• HOW TO COMPLETE THIS TASK
Could you set down every entry below exactly as it is?

┄┄┄┄┄┄┄┄┄┄┄┄┄┄┄┄┄┄┄┄

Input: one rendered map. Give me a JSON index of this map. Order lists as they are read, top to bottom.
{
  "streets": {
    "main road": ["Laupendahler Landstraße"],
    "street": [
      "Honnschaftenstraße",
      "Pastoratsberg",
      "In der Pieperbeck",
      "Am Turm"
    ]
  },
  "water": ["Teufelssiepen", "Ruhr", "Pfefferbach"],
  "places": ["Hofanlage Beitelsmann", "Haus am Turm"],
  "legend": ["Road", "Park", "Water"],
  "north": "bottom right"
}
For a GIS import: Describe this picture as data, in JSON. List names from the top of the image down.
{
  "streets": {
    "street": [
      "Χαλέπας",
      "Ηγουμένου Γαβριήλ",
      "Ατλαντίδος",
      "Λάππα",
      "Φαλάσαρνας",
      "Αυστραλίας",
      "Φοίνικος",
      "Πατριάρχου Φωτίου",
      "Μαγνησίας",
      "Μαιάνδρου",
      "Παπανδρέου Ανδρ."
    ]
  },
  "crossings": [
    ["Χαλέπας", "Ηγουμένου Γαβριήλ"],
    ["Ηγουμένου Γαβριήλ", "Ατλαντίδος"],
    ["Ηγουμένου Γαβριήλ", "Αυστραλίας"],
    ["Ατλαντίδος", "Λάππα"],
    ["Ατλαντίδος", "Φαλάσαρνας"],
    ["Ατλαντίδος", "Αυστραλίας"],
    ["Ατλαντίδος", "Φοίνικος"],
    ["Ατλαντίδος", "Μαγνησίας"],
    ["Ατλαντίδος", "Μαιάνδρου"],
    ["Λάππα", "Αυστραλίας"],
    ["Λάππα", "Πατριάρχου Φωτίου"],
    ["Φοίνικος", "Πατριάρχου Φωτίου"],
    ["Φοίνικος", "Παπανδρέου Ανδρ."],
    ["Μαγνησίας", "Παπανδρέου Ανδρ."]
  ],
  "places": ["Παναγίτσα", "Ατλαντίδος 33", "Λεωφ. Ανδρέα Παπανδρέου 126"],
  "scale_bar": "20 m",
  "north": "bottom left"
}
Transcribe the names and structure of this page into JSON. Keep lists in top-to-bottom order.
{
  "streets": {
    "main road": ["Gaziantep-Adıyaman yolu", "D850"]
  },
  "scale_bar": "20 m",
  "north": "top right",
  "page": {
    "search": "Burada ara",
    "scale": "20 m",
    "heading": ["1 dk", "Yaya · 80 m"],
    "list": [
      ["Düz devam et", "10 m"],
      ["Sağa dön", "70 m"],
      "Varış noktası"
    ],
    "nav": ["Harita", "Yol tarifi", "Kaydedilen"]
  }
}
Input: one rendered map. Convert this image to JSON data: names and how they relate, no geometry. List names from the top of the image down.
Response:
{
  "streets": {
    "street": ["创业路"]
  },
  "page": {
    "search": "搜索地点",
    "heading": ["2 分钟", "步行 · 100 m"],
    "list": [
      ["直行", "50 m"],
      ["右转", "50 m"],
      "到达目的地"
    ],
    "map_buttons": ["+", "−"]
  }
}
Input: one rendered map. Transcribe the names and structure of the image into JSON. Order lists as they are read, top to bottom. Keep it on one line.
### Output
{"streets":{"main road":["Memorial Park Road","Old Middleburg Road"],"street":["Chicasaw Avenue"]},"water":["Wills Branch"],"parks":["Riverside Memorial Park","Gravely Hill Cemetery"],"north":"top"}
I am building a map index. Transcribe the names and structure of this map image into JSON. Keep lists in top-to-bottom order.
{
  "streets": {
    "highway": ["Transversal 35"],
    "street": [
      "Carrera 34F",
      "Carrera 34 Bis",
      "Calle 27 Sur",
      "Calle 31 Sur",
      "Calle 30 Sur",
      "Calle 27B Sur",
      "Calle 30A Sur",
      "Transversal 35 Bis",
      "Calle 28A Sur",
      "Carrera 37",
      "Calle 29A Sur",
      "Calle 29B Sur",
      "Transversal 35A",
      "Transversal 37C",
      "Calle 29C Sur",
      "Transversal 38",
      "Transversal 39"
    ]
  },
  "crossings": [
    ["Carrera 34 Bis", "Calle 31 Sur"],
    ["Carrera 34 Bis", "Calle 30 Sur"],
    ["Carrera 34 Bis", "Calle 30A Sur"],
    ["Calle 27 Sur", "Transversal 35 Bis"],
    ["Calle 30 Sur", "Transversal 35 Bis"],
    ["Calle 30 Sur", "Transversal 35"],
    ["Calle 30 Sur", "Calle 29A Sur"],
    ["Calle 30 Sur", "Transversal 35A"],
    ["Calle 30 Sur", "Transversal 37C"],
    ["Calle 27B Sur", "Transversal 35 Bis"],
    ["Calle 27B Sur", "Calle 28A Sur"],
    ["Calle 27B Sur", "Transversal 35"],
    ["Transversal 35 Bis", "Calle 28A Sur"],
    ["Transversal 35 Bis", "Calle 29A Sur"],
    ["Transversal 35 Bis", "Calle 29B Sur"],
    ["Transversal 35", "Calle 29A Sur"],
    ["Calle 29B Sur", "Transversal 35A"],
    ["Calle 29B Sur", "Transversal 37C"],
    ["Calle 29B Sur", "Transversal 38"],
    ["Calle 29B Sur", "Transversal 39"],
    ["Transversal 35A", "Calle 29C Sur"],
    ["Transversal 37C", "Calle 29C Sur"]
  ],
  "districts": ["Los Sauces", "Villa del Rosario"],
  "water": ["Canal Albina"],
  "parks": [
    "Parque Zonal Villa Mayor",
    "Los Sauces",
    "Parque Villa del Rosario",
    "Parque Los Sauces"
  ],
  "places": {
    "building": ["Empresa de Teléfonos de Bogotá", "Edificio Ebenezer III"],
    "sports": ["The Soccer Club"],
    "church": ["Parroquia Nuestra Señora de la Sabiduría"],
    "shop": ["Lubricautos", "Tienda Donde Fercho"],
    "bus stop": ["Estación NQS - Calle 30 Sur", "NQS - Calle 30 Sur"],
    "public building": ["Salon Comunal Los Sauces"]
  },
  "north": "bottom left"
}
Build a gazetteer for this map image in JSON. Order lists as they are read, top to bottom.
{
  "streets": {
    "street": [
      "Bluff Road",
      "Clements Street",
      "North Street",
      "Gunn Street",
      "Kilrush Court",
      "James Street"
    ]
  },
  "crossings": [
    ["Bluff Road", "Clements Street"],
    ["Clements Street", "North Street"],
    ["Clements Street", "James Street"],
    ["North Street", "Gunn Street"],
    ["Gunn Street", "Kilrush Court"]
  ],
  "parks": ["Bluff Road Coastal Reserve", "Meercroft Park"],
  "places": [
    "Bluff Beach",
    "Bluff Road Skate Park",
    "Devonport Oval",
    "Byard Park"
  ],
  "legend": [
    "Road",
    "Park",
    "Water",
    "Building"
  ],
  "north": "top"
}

┄┄┄┄┄┄┄┄┄┄┄┄┄┄┄┄┄┄┄┄

• EXERCISE SOLUTION
Input: one rendered map. Give me a JSON index of this map. Order lists as they are read, top to bottom.
{
  "streets": {
    "main road": ["Laupendahler Landstraße"],
    "street": [
      "Honnschaftenstraße",
      "Pastoratsberg",
      "In der Pieperbeck",
      "Am Turm"
    ]
  },
  "water": ["Teufelssiepen", "Ruhr", "Pfefferbach"],
  "places": ["Hofanlage Beitelsmann", "Haus am Turm"],
  "legend": ["Road", "Park", "Water"],
  "north": "bottom right"
}
For a GIS import: Describe this picture as data, in JSON. List names from the top of the image down.
{
  "streets": {
    "street": [
      "Χαλέπας",
      "Ηγουμένου Γαβριήλ",
      "Ατλαντίδος",
      "Λάππα",
      "Φαλάσαρνας",
      "Αυστραλίας",
      "Φοίνικος",
      "Πατριάρχου Φωτίου",
      "Μαγνησίας",
      "Μαιάνδρου",
      "Παπανδρέου Ανδρ."
    ]
  },
  "crossings": [
    ["Χαλέπας", "Ηγουμένου Γαβριήλ"],
    ["Ηγουμένου Γαβριήλ", "Ατλαντίδος"],
    ["Ηγουμένου Γαβριήλ", "Αυστραλίας"],
    ["Ατλαντίδος", "Λάππα"],
    ["Ατλαντίδος", "Φαλάσαρνας"],
    ["Ατλαντίδος", "Αυστραλίας"],
    ["Ατλαντίδος", "Φοίνικος"],
    ["Ατλαντίδος", "Μαγνησίας"],
    ["Ατλαντίδος", "Μαιάνδρου"],
    ["Λάππα", "Αυστραλίας"],
    ["Λάππα", "Πατριάρχου Φωτίου"],
    ["Φοίνικος", "Πατριάρχου Φωτίου"],
    ["Φοίνικος", "Παπανδρέου Ανδρ."],
    ["Μαγνησίας", "Παπανδρέου Ανδρ."]
  ],
  "places": ["Παναγίτσα", "Ατλαντίδος 33", "Λεωφ. Ανδρέα Παπανδρέου 126"],
  "scale_bar": "20 m",
  "north": "bottom left"
}
Transcribe the names and structure of this page into JSON. Keep lists in top-to-bottom order.
{
  "streets": {
    "main road": ["Gaziantep-Adıyaman yolu", "D850"]
  },
  "scale_bar": "20 m",
  "north": "top right",
  "page": {
    "search": "Burada ara",
    "scale": "20 m",
    "heading": ["1 dk", "Yaya · 80 m"],
    "list": [
      ["Düz devam et", "10 m"],
      ["Sağa dön", "70 m"],
      "Varış noktası"
    ],
    "nav": ["Harita", "Yol tarifi", "Kaydedilen"]
  }
}
Input: one rendered map. Convert this image to JSON data: names and how they relate, no geometry. List names from the top of the image down.
Response:
{
  "streets": {
    "street": ["创业路"]
  },
  "page": {
    "search": "搜索地点",
    "heading": ["2 分钟", "步行 · 100 m"],
    "list": [
      ["直行", "50 m"],
      ["右转", "50 m"],
      "到达目的地"
    ],
    "map_buttons": ["+", "−"]
  }
}
Input: one rendered map. Transcribe the names and structure of the image into JSON. Order lists as they are read, top to bottom. Keep it on one line.
### Output
{"streets":{"main road":["Memorial Park Road","Old Middleburg Road"],"street":["Chicasaw Avenue"]},"water":["Wills Branch"],"parks":["Riverside Memorial Park","Gravely Hill Cemetery"],"north":"top"}
I am building a map index. Transcribe the names and structure of this map image into JSON. Keep lists in top-to-bottom order.
{
  "streets": {
    "highway": ["Transversal 35"],
    "street": [
      "Carrera 34F",
      "Carrera 34 Bis",
      "Calle 27 Sur",
      "Calle 31 Sur",
      "Calle 30 Sur",
      "Calle 27B Sur",
      "Calle 30A Sur",
      "Transversal 35 Bis",
      "Calle 28A Sur",
      "Carrera 37",
      "Calle 29A Sur",
      "Calle 29B Sur",
      "Transversal 35A",
      "Transversal 37C",
      "Calle 29C Sur",
      "Transversal 38",
      "Transversal 39"
    ]
  },
  "crossings": [
    ["Carrera 34 Bis", "Calle 31 Sur"],
    ["Carrera 34 Bis", "Calle 30 Sur"],
    ["Carrera 34 Bis", "Calle 30A Sur"],
    ["Calle 27 Sur", "Transversal 35 Bis"],
    ["Calle 30 Sur", "Transversal 35 Bis"],
    ["Calle 30 Sur", "Transversal 35"],
    ["Calle 30 Sur", "Calle 29A Sur"],
    ["Calle 30 Sur", "Transversal 35A"],
    ["Calle 30 Sur", "Transversal 37C"],
    ["Calle 27B Sur", "Transversal 35 Bis"],
    ["Calle 27B Sur", "Calle 28A Sur"],
    ["Calle 27B Sur", "Transversal 35"],
    ["Transversal 35 Bis", "Calle 28A Sur"],
    ["Transversal 35 Bis", "Calle 29A Sur"],
    ["Transversal 35 Bis", "Calle 29B Sur"],
    ["Transversal 35", "Calle 29A Sur"],
    ["Calle 29B Sur", "Transversal 35A"],
    ["Calle 29B Sur", "Transversal 37C"],
    ["Calle 29B Sur", "Transversal 38"],
    ["Calle 29B Sur", "Transversal 39"],
    ["Transversal 35A", "Calle 29C Sur"],
    ["Transversal 37C", "Calle 29C Sur"]
  ],
  "districts": ["Los Sauces", "Villa del Rosario"],
  "water": ["Canal Albina"],
  "parks": [
    "Parque Zonal Villa Mayor",
    "Los Sauces",
    "Parque Villa del Rosario",
    "Parque Los Sauces"
  ],
  "places": {
    "building": ["Empresa de Teléfonos de Bogotá", "Edificio Ebenezer III"],
    "sports": ["The Soccer Club"],
    "church": ["Parroquia Nuestra Señora de la Sabiduría"],
    "shop": ["Lubricautos", "Tienda Donde Fercho"],
    "bus stop": ["Estación NQS - Calle 30 Sur", "NQS - Calle 30 Sur"],
    "public building": ["Salon Comunal Los Sauces"]
  },
  "north": "bottom left"
}
Build a gazetteer for this map image in JSON. Order lists as they are read, top to bottom.
{
  "streets": {
    "street": [
      "Bluff Road",
      "Clements Street",
      "North Street",
      "Gunn Street",
      "Kilrush Court",
      "James Street"
    ]
  },
  "crossings": [
    ["Bluff Road", "Clements Street"],
    ["Clements Street", "North Street"],
    ["Clements Street", "James Street"],
    ["North Street", "Gunn Street"],
    ["Gunn Street", "Kilrush Court"]
  ],
  "parks": ["Bluff Road Coastal Reserve", "Meercroft Park"],
  "places": [
    "Bluff Beach",
    "Bluff Road Skate Park",
    "Devonport Oval",
    "Byard Park"
  ],
  "legend": [
    "Road",
    "Park",
    "Water",
    "Building"
  ],
  "north": "top"
}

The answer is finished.